• What the task requires: Search the records below for the word "from". Copy each line where it occurs.

• Given data:
↓↓↓

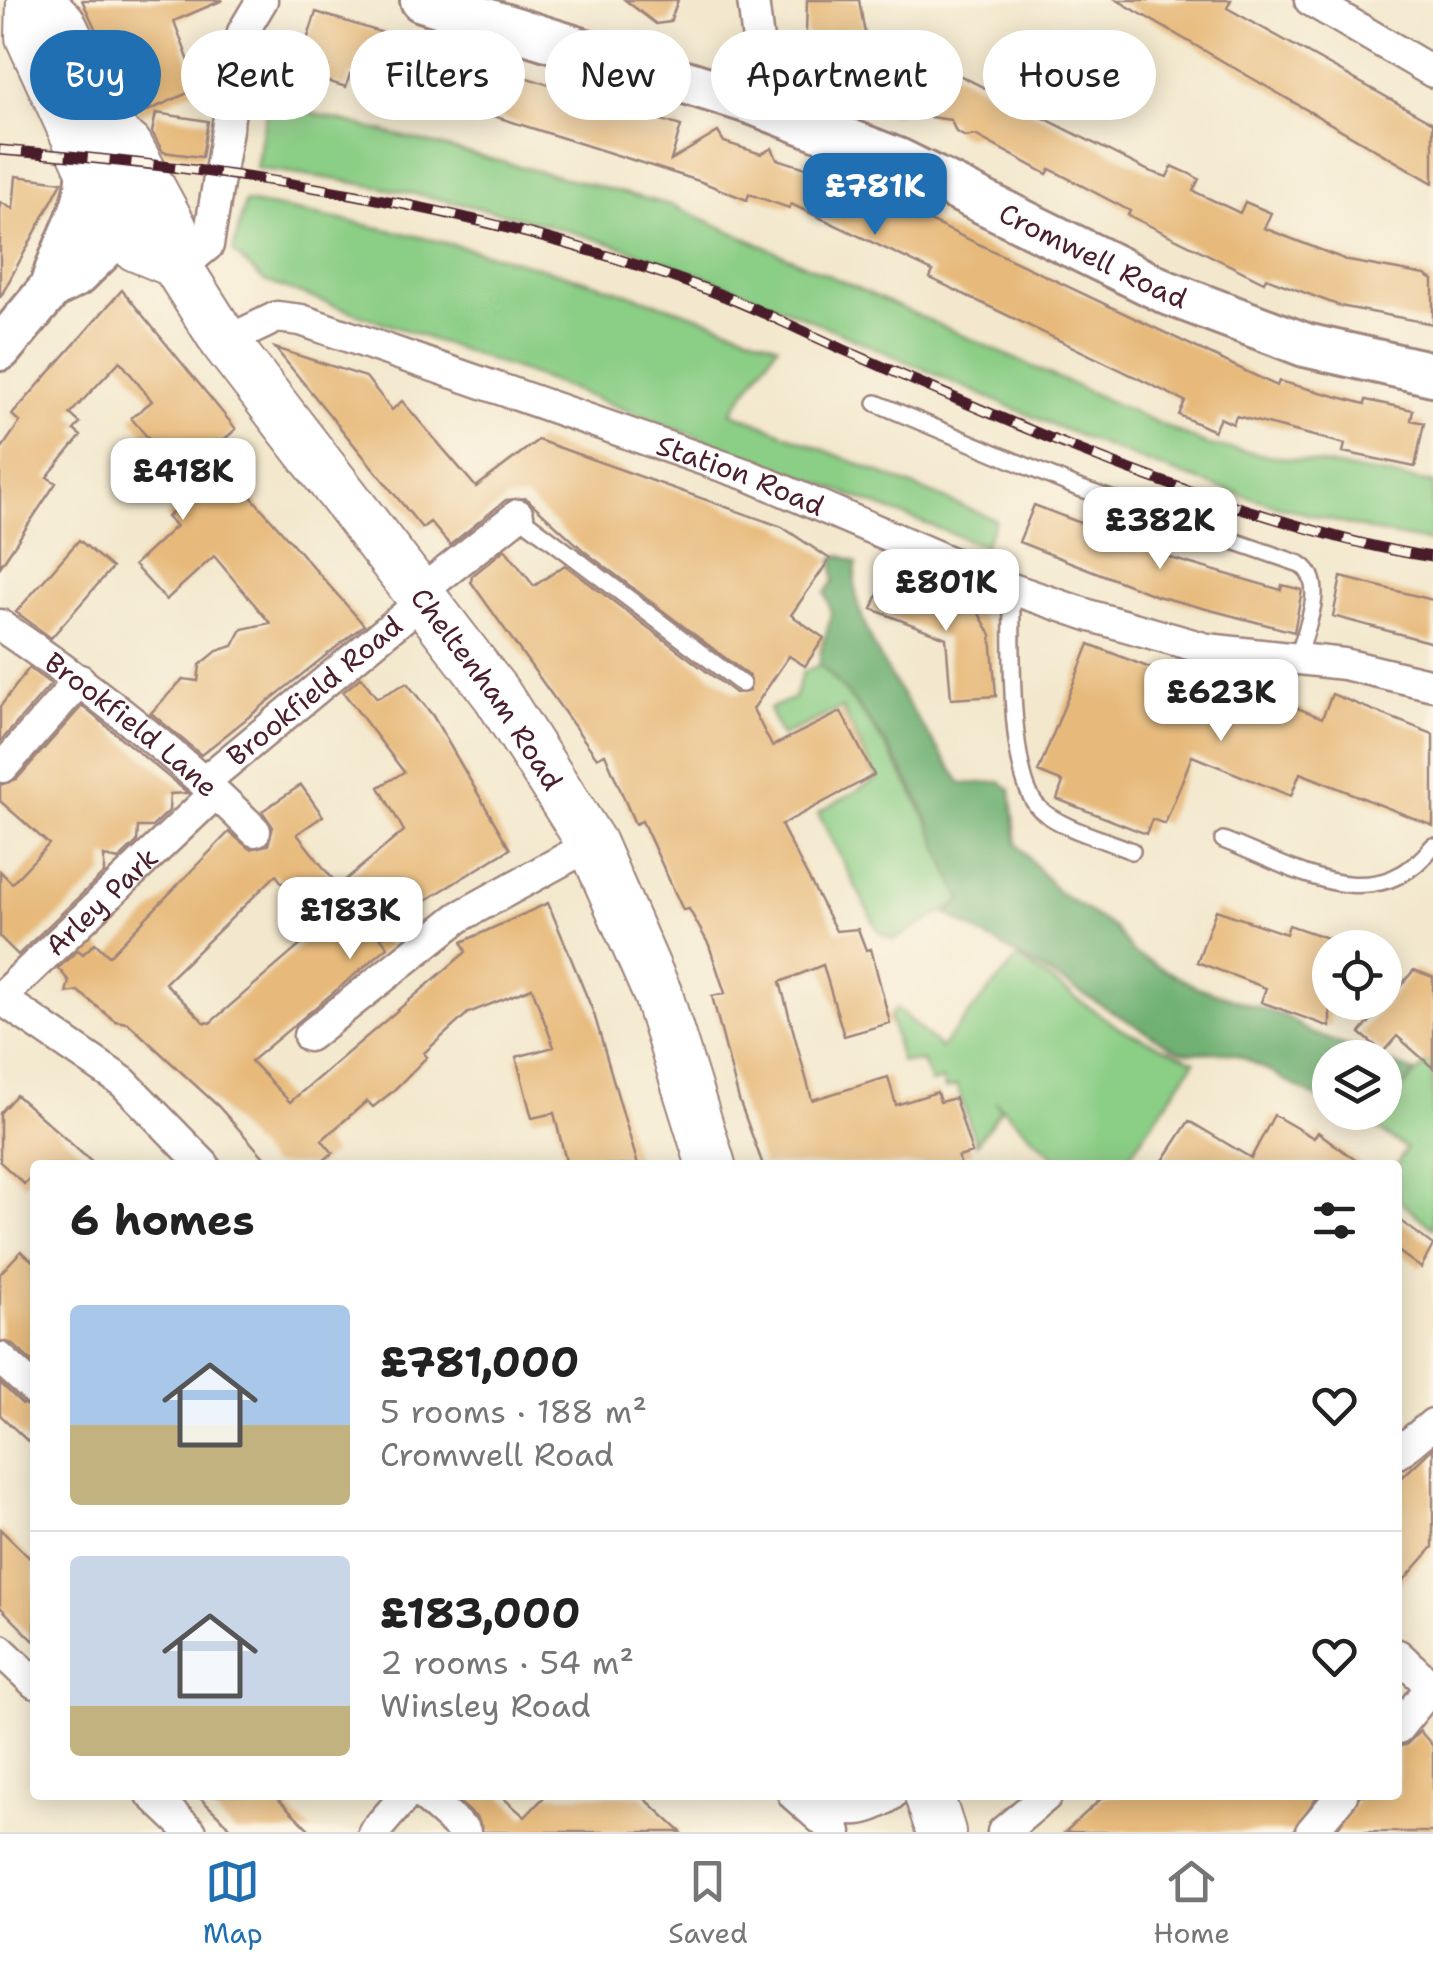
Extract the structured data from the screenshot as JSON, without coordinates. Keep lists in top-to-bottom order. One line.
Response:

↑↑↑
↓↓↓

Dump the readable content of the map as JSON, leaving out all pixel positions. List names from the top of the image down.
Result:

↑↑↑
↓↓↓

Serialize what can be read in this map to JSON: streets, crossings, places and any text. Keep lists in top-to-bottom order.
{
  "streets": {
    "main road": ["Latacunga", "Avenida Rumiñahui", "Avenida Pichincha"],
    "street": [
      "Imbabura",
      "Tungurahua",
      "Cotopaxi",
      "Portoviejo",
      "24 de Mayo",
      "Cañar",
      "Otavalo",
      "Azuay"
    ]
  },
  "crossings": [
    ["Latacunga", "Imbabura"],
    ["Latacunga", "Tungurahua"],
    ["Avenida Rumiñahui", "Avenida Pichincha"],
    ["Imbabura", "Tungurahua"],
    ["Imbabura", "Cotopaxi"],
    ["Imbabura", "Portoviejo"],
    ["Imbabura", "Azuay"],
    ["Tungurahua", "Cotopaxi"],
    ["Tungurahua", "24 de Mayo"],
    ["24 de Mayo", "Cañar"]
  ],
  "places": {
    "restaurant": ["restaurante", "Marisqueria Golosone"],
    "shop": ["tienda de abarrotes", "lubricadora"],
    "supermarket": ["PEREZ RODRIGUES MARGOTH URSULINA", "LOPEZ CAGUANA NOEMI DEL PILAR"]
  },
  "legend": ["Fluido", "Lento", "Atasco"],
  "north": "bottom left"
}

↑↑↑

• Answer box:
Extract the structured data from the screenshot as JSON, without coordinates. Keep lists in top-to-bottom order. One line.
Dump the readable content of the map as JSON, leaving out all pixel positions. List names from the top of the image down.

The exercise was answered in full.